Required work:
Among the lines below, count those containing the word "down". Give the number only.

Dataset entries: Begin

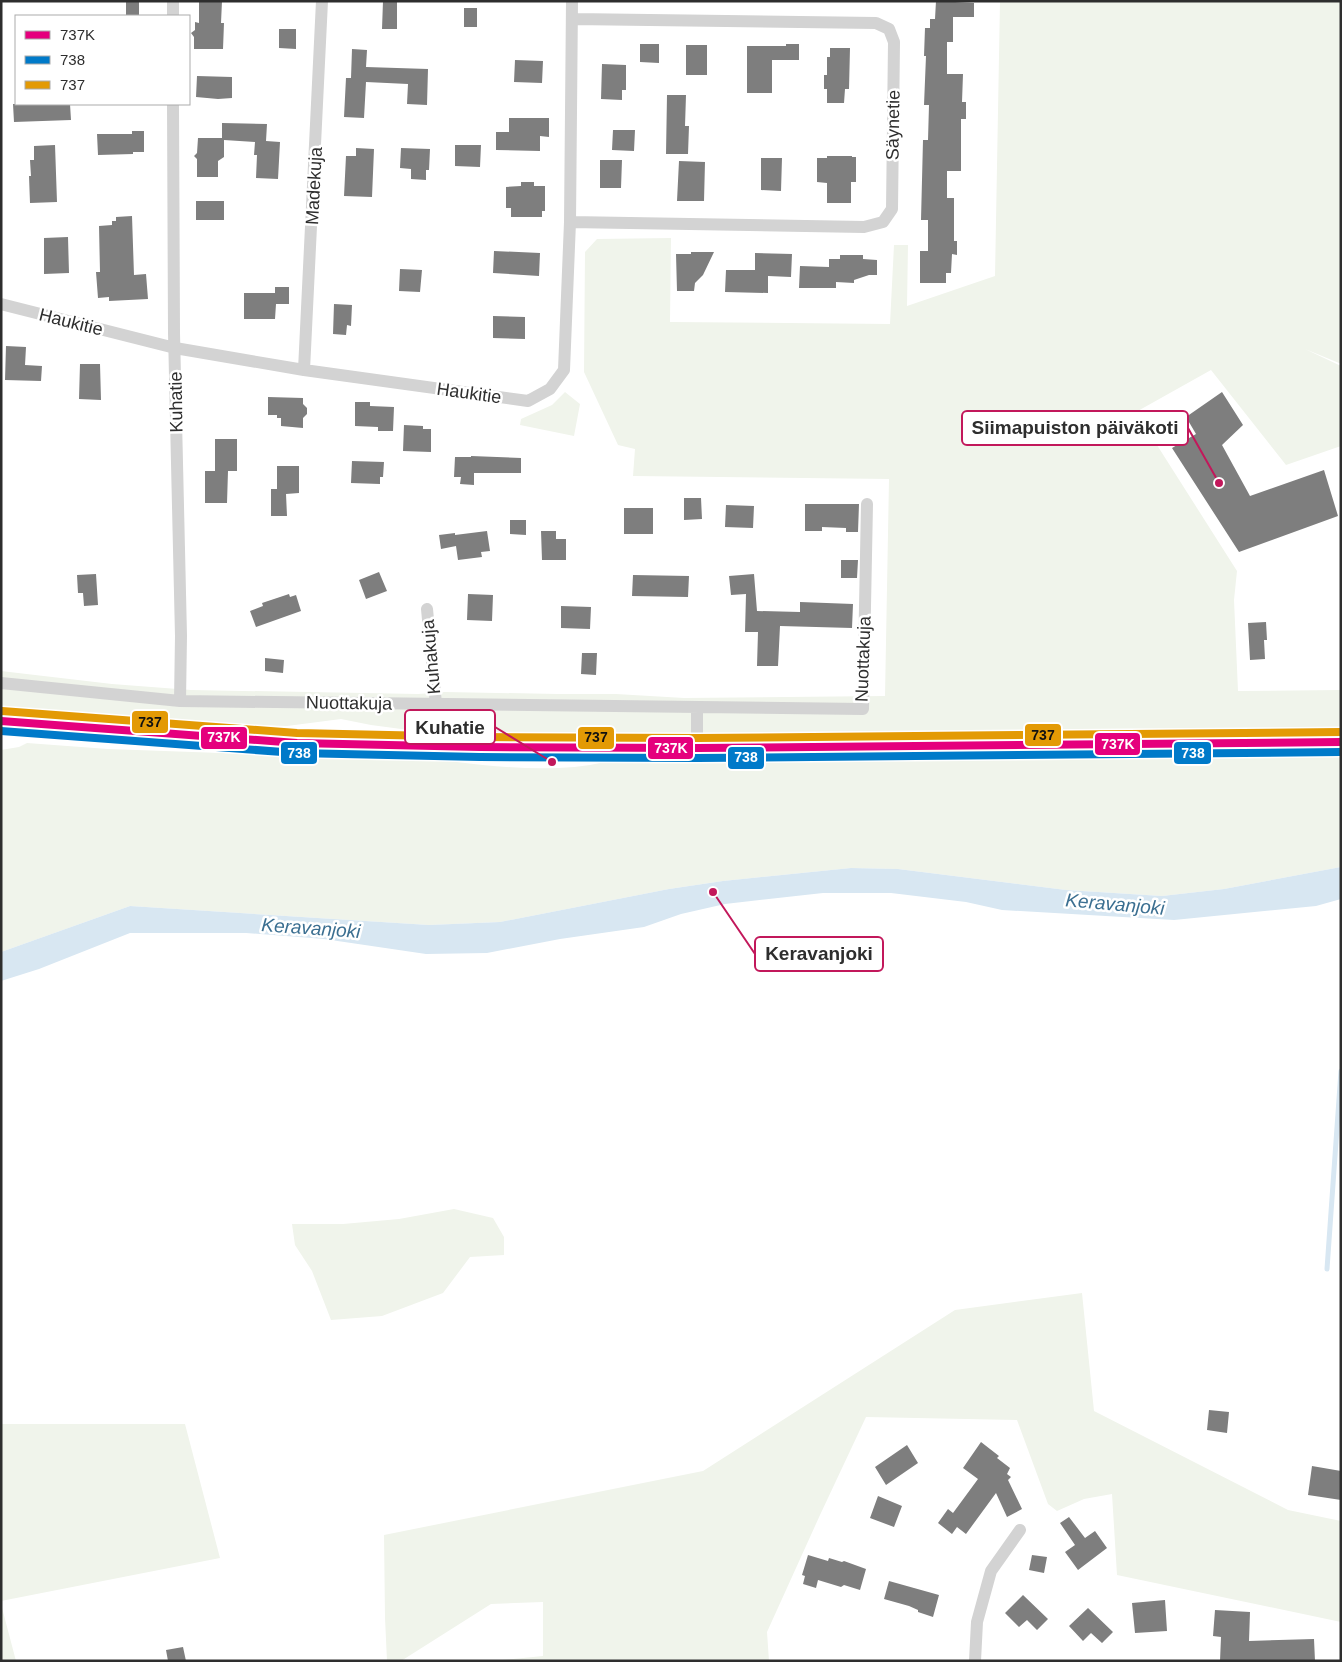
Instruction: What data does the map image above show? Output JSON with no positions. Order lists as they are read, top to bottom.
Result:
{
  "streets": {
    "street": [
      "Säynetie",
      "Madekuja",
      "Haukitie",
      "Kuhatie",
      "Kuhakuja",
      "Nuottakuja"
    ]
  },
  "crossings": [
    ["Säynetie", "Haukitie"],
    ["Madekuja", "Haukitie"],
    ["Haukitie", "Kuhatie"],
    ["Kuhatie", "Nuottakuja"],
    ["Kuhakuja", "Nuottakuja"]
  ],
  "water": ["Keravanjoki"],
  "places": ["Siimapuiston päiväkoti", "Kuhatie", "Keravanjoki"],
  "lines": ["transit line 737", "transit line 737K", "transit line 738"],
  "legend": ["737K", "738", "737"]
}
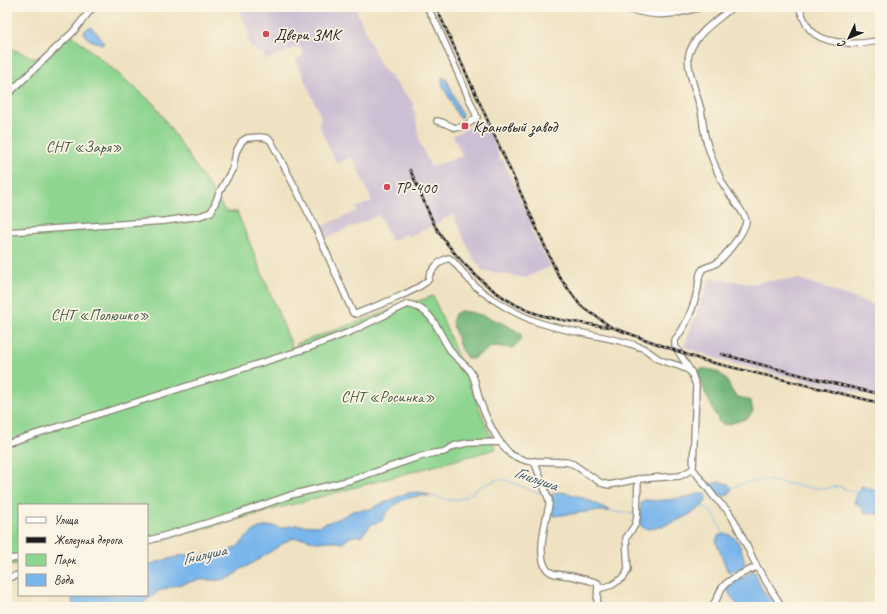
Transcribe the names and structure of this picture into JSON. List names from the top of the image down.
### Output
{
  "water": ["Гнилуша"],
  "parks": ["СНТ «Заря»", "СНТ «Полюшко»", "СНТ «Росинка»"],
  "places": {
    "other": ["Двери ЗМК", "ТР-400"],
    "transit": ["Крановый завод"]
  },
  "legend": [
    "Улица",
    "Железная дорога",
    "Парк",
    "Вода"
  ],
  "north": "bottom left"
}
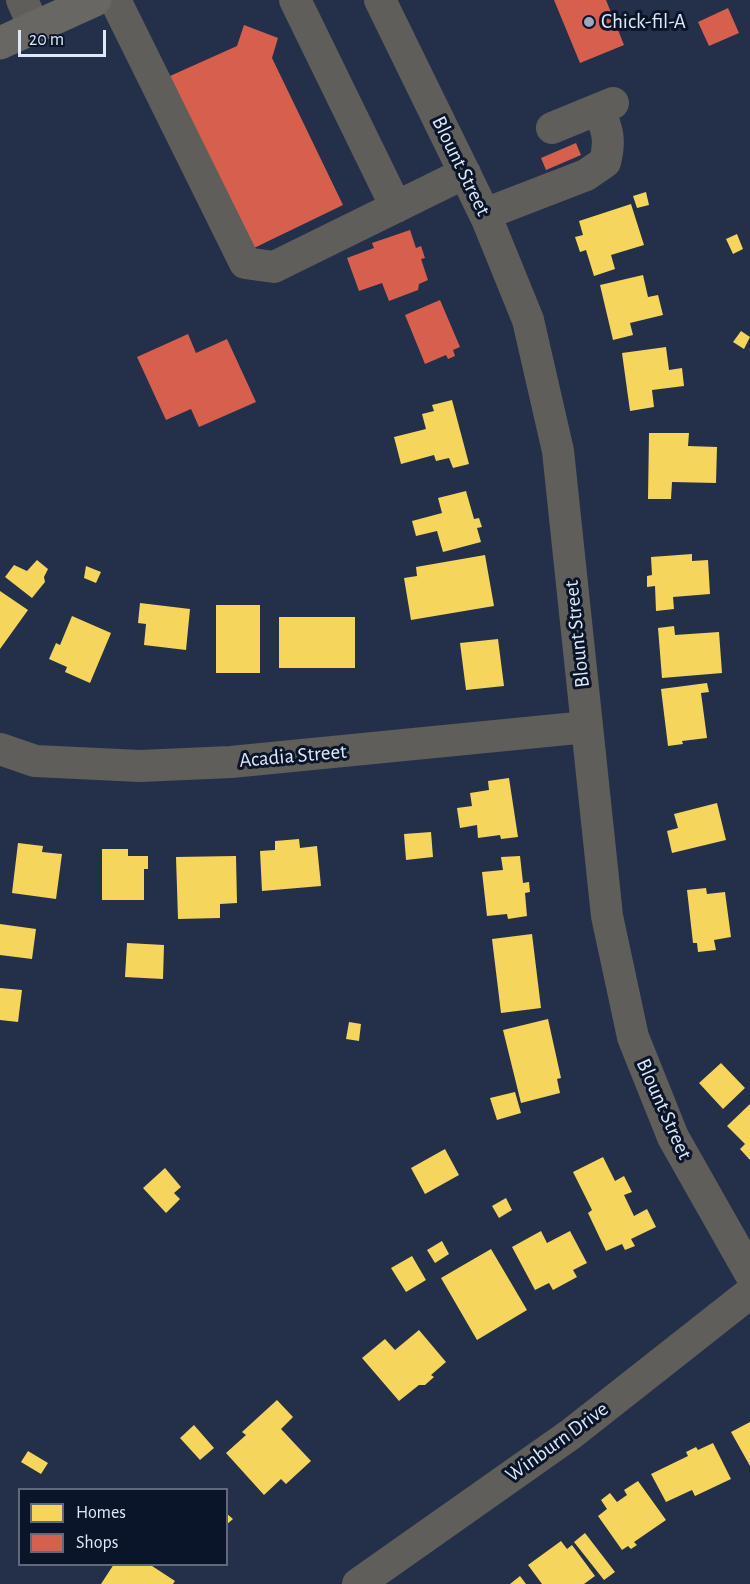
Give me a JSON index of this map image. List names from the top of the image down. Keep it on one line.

Dataset entries: End

Answer space:
2